Readers want you to pick a character and crawl in their skin, their thoughts, their motives, and their goals. You are allowed to change your POV character—but not without appropriate warning to the reader. Make a new chapter or denote a divide in a chapter to make sure they know of the switch.
So how do you do it? How do you keep in one POV consistently? My good writer friend, Loretta Sinclair, http://www.sinclairinkspot.com/the-impossibilities-blog describes it this way: if I am a character in your story and a fly lands on the back of my head—I can’t know it. Anything that happens in another place, at another time when the character was not present, or out of the character’s view—they can’t know until someone tells them about it. “She didn’t know he was in the room until he spoke.” If she didn’t know it—than you can’t write it. “She jumped off the couch with a yelp when he said, ‘Hello.’”

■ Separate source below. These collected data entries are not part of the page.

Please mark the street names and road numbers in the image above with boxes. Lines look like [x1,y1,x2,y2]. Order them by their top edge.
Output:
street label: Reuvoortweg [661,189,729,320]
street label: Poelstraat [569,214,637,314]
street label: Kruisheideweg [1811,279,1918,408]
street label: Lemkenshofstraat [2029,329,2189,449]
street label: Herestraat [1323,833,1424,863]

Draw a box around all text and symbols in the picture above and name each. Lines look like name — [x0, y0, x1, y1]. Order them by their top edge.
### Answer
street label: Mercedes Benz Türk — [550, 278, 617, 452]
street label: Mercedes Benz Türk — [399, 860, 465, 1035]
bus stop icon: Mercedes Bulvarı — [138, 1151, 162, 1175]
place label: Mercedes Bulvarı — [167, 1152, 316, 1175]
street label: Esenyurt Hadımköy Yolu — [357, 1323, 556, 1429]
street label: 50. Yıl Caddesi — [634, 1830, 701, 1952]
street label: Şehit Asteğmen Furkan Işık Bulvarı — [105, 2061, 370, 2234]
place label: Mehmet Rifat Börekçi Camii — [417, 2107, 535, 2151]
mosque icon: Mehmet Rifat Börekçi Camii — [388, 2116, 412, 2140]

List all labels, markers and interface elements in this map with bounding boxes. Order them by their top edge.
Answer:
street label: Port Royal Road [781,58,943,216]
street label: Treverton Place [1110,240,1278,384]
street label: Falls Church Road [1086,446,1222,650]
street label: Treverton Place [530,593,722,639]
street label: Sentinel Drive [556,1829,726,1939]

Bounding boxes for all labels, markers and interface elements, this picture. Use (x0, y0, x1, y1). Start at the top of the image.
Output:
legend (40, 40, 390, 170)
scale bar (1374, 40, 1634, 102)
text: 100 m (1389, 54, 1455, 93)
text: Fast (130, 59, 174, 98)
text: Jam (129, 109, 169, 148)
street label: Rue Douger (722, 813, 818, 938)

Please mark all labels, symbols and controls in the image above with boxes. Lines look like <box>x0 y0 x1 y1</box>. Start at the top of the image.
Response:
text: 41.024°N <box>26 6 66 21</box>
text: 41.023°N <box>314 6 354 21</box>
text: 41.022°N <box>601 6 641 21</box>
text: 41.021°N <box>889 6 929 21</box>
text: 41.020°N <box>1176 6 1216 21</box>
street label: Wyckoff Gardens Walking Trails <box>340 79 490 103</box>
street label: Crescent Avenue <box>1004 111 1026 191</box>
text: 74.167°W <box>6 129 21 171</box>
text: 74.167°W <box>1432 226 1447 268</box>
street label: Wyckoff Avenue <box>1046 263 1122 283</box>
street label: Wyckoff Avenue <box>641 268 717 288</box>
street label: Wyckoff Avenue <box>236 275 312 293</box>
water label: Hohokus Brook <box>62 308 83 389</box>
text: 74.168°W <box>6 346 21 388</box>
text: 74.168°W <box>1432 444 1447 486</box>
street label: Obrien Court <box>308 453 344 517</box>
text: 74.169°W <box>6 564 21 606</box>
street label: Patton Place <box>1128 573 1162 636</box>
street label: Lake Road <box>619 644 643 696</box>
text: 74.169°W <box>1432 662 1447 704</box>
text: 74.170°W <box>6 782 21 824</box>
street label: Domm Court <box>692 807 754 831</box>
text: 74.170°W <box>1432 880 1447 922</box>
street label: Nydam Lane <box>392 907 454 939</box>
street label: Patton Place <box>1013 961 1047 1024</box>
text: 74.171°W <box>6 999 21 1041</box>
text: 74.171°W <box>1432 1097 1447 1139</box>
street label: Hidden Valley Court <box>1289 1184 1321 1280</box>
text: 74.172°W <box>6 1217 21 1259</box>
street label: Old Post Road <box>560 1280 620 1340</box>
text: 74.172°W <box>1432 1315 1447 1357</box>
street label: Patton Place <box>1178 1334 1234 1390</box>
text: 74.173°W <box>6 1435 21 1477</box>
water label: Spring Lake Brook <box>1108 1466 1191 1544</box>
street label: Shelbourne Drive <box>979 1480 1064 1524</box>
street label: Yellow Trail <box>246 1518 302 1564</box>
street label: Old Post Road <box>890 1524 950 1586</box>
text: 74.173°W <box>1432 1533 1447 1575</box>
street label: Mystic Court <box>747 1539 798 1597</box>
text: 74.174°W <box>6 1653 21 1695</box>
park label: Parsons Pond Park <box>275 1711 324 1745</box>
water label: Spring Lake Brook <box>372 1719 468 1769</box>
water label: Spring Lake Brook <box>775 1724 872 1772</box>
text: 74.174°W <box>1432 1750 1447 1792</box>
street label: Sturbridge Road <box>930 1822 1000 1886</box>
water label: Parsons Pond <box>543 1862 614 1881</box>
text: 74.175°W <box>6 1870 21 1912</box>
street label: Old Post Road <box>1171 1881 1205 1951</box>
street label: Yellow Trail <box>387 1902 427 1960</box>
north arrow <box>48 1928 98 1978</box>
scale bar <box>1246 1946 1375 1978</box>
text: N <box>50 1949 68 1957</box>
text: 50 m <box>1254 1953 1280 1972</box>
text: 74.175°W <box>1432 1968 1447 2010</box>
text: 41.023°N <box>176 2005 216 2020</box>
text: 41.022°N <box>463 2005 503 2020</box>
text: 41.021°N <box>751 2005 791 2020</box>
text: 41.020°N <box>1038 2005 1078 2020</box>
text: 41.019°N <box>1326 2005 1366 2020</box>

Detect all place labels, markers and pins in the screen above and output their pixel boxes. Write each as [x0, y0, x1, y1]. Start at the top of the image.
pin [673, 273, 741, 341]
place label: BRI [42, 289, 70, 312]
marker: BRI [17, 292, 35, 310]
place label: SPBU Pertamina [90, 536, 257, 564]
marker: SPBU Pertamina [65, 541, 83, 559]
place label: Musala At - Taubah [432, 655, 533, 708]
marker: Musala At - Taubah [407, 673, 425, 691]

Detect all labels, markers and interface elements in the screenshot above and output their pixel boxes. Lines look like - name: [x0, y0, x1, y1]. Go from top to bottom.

Your character can’t know what another character is thinking or feeling. “I know she was thinking how stupid I had been.” Nope you don’t—not unless you write fantasy and your character is telepathic. It’s called head hopping and it’s not considered good writing. Now your character can: see another roll their eyes, smirk; hear them sigh or chuckle; turn away with a dismissive flip of hand—all in the POV of your character, but they can’t know what another is thinking.
Here is another stickler. Your character can’t describe what their face or hair looks like without being in front of a mirror. “My face turned ten shades of red.” Nope! Now your character can sweat, feel the heat rise in their cheeks, feel the pounding of their heart. All these are correct POV.